• _What to work on_: Every line below should be copied exactly; drop the pictures.

• • •

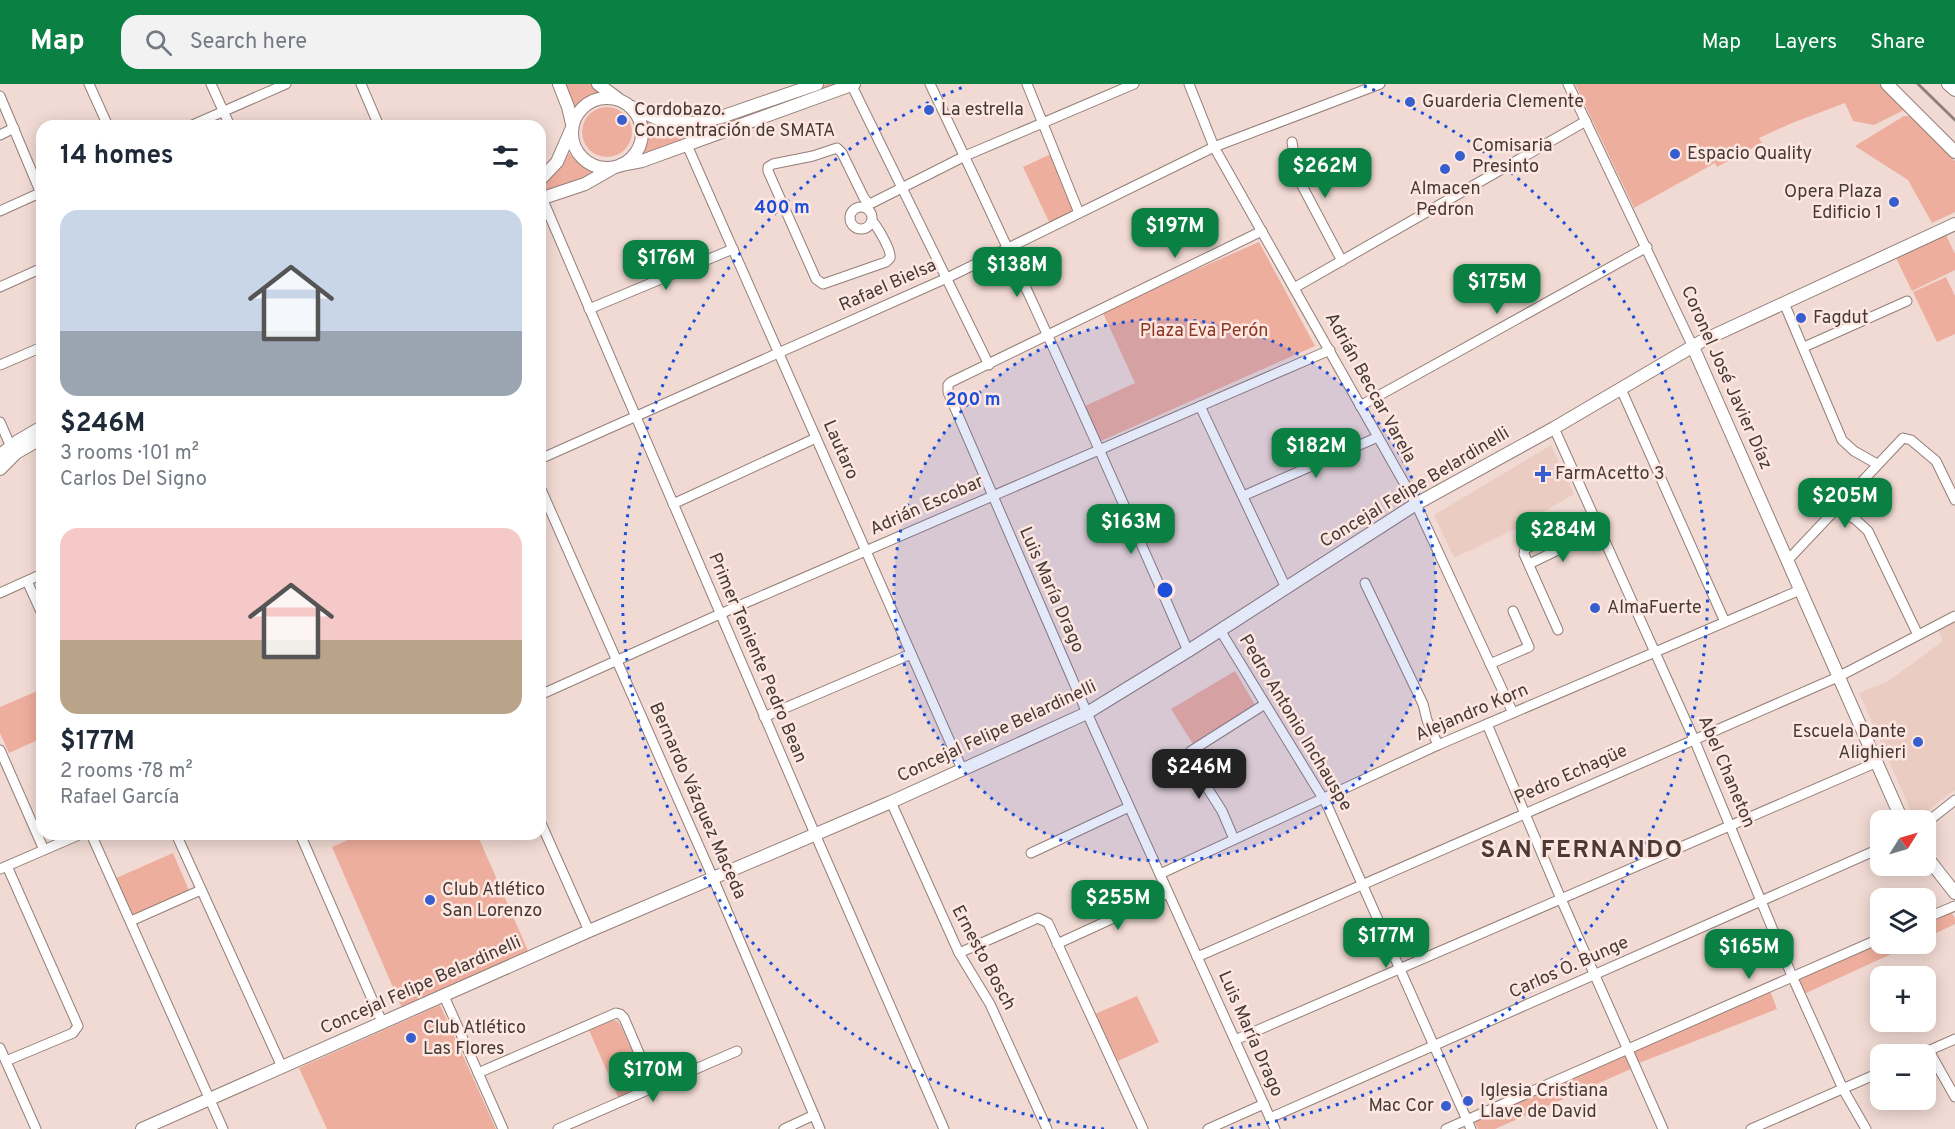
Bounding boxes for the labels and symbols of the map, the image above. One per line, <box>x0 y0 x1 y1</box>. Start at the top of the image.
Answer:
place label: Guarderia Clemente <box>1422 91 1584 114</box>
marker: Guarderia Clemente <box>1403 95 1417 109</box>
place label: Cordobazo. Concentración de SMATA <box>634 99 835 143</box>
place label: La estrella <box>941 99 1024 122</box>
marker: La estrella <box>922 103 936 117</box>
marker: Cordobazo. Concentración de SMATA <box>615 113 629 127</box>
place label: Comisaria Presinto <box>1472 135 1552 179</box>
place label: Espacio Quality <box>1687 143 1812 166</box>
marker: Espacio Quality <box>1668 147 1682 161</box>
pin: $262M <box>1283 148 1367 199</box>
marker: Comisaria Presinto <box>1453 149 1467 163</box>
marker: Almacen Pedron <box>1438 162 1452 176</box>
place label: Almacen Pedron <box>1409 178 1481 222</box>
place label: Opera Plaza Edificio 1 <box>1784 181 1882 225</box>
marker: Opera Plaza Edificio 1 <box>1887 195 1901 209</box>
text: 400 m <box>754 197 810 220</box>
pin: $197M <box>1133 208 1217 259</box>
pin: $176M <box>624 240 708 291</box>
pin: $138M <box>975 247 1059 298</box>
street label: Rafael Bielsa <box>836 254 940 318</box>
pin: $175M <box>1455 264 1539 315</box>
street label: Coronel José Javier Díaz <box>1675 283 1777 473</box>
place label: Fagdut <box>1813 307 1869 330</box>
street label: Adrián Beccar Varela <box>1319 309 1421 467</box>
marker: Fagdut <box>1794 311 1808 325</box>
park label: Plaza Eva Perón <box>1140 320 1268 343</box>
text: 200 m <box>945 389 1001 412</box>
street label: Lautaro <box>817 417 863 483</box>
street label: Concejal Felipe Belardinelli <box>1316 422 1514 554</box>
pin: $182M <box>1274 428 1358 479</box>
place label: FarmAcetto 3 <box>1555 463 1665 486</box>
marker: FarmAcetto 3 <box>1536 467 1550 481</box>
street label: Adrián Escobar <box>866 471 988 541</box>
pin: $205M <box>1803 478 1887 529</box>
pin: $163M <box>1089 504 1173 555</box>
pin: $284M <box>1521 512 1605 563</box>
street label: Luis María Drago <box>1013 524 1089 656</box>
street label: Primer Teniente Pedro Bean <box>702 549 812 767</box>
centre of rings <box>1155 580 1175 600</box>
place label: AlmaFuerte <box>1607 597 1702 620</box>
marker: AlmaFuerte <box>1588 601 1602 615</box>
street label: Pedro Antonio Inchauspe <box>1233 630 1357 816</box>
street label: Concejal Felipe Belardinelli <box>894 676 1100 788</box>
street label: Alejandro Korn <box>1412 679 1532 747</box>
street label: Bernardo Vázquez Maceda <box>643 699 751 903</box>
street label: Abel Chaneton <box>1692 713 1760 831</box>
place label: Escuela Dante Alighieri <box>1792 721 1906 765</box>
marker: Escuela Dante Alighieri <box>1911 735 1925 749</box>
street label: Pedro Echagüe <box>1511 740 1631 810</box>
pin: $246M <box>1157 749 1241 800</box>
north arrow <box>1870 810 1936 876</box>
district label: SAN FERNANDO <box>1480 836 1684 866</box>
place label: Club Atlético San Lorenzo <box>442 879 545 923</box>
pin: $255M <box>1076 880 1160 931</box>
marker: Club Atlético San Lorenzo <box>423 893 437 907</box>
street label: Ernesto Bosch <box>946 901 1020 1015</box>
pin: $177M <box>1344 918 1428 969</box>
pin: $165M <box>1707 929 1791 980</box>
street label: Concejal Felipe Belardinelli <box>317 931 525 1041</box>
street label: Carlos O. Bunge <box>1506 931 1632 1005</box>
street label: Luis María Drago <box>1212 968 1288 1100</box>
place label: Club Atlético Las Flores <box>423 1017 526 1061</box>
marker: Club Atlético Las Flores <box>404 1031 418 1045</box>
pin: $170M <box>611 1052 695 1103</box>
place label: Iglesia Cristiana Llave de David <box>1480 1080 1608 1124</box>
marker: Iglesia Cristiana Llave de David <box>1461 1094 1475 1108</box>
place label: Mac Cor <box>1368 1095 1434 1118</box>
marker: Mac Cor <box>1439 1099 1453 1113</box>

• • •

• _Result of the task_:
Bounding boxes for the labels and symbols of the map, the image above. One per line, <box>x0 y0 x1 y1</box>. Start at the top of the image.
Answer:
place label: Guarderia Clemente <box>1422 91 1584 114</box>
marker: Guarderia Clemente <box>1403 95 1417 109</box>
place label: Cordobazo. Concentración de SMATA <box>634 99 835 143</box>
place label: La estrella <box>941 99 1024 122</box>
marker: La estrella <box>922 103 936 117</box>
marker: Cordobazo. Concentración de SMATA <box>615 113 629 127</box>
place label: Comisaria Presinto <box>1472 135 1552 179</box>
place label: Espacio Quality <box>1687 143 1812 166</box>
marker: Espacio Quality <box>1668 147 1682 161</box>
pin: $262M <box>1283 148 1367 199</box>
marker: Comisaria Presinto <box>1453 149 1467 163</box>
marker: Almacen Pedron <box>1438 162 1452 176</box>
place label: Almacen Pedron <box>1409 178 1481 222</box>
place label: Opera Plaza Edificio 1 <box>1784 181 1882 225</box>
marker: Opera Plaza Edificio 1 <box>1887 195 1901 209</box>
text: 400 m <box>754 197 810 220</box>
pin: $197M <box>1133 208 1217 259</box>
pin: $176M <box>624 240 708 291</box>
pin: $138M <box>975 247 1059 298</box>
street label: Rafael Bielsa <box>836 254 940 318</box>
pin: $175M <box>1455 264 1539 315</box>
street label: Coronel José Javier Díaz <box>1675 283 1777 473</box>
place label: Fagdut <box>1813 307 1869 330</box>
street label: Adrián Beccar Varela <box>1319 309 1421 467</box>
marker: Fagdut <box>1794 311 1808 325</box>
park label: Plaza Eva Perón <box>1140 320 1268 343</box>
text: 200 m <box>945 389 1001 412</box>
street label: Lautaro <box>817 417 863 483</box>
street label: Concejal Felipe Belardinelli <box>1316 422 1514 554</box>
pin: $182M <box>1274 428 1358 479</box>
place label: FarmAcetto 3 <box>1555 463 1665 486</box>
marker: FarmAcetto 3 <box>1536 467 1550 481</box>
street label: Adrián Escobar <box>866 471 988 541</box>
pin: $205M <box>1803 478 1887 529</box>
pin: $163M <box>1089 504 1173 555</box>
pin: $284M <box>1521 512 1605 563</box>
street label: Luis María Drago <box>1013 524 1089 656</box>
street label: Primer Teniente Pedro Bean <box>702 549 812 767</box>
centre of rings <box>1155 580 1175 600</box>
place label: AlmaFuerte <box>1607 597 1702 620</box>
marker: AlmaFuerte <box>1588 601 1602 615</box>
street label: Pedro Antonio Inchauspe <box>1233 630 1357 816</box>
street label: Concejal Felipe Belardinelli <box>894 676 1100 788</box>
street label: Alejandro Korn <box>1412 679 1532 747</box>
street label: Bernardo Vázquez Maceda <box>643 699 751 903</box>
street label: Abel Chaneton <box>1692 713 1760 831</box>
place label: Escuela Dante Alighieri <box>1792 721 1906 765</box>
marker: Escuela Dante Alighieri <box>1911 735 1925 749</box>
street label: Pedro Echagüe <box>1511 740 1631 810</box>
pin: $246M <box>1157 749 1241 800</box>
north arrow <box>1870 810 1936 876</box>
district label: SAN FERNANDO <box>1480 836 1684 866</box>
place label: Club Atlético San Lorenzo <box>442 879 545 923</box>
pin: $255M <box>1076 880 1160 931</box>
marker: Club Atlético San Lorenzo <box>423 893 437 907</box>
street label: Ernesto Bosch <box>946 901 1020 1015</box>
pin: $177M <box>1344 918 1428 969</box>
pin: $165M <box>1707 929 1791 980</box>
street label: Concejal Felipe Belardinelli <box>317 931 525 1041</box>
street label: Carlos O. Bunge <box>1506 931 1632 1005</box>
street label: Luis María Drago <box>1212 968 1288 1100</box>
place label: Club Atlético Las Flores <box>423 1017 526 1061</box>
marker: Club Atlético Las Flores <box>404 1031 418 1045</box>
pin: $170M <box>611 1052 695 1103</box>
place label: Iglesia Cristiana Llave de David <box>1480 1080 1608 1124</box>
marker: Iglesia Cristiana Llave de David <box>1461 1094 1475 1108</box>
place label: Mac Cor <box>1368 1095 1434 1118</box>
marker: Mac Cor <box>1439 1099 1453 1113</box>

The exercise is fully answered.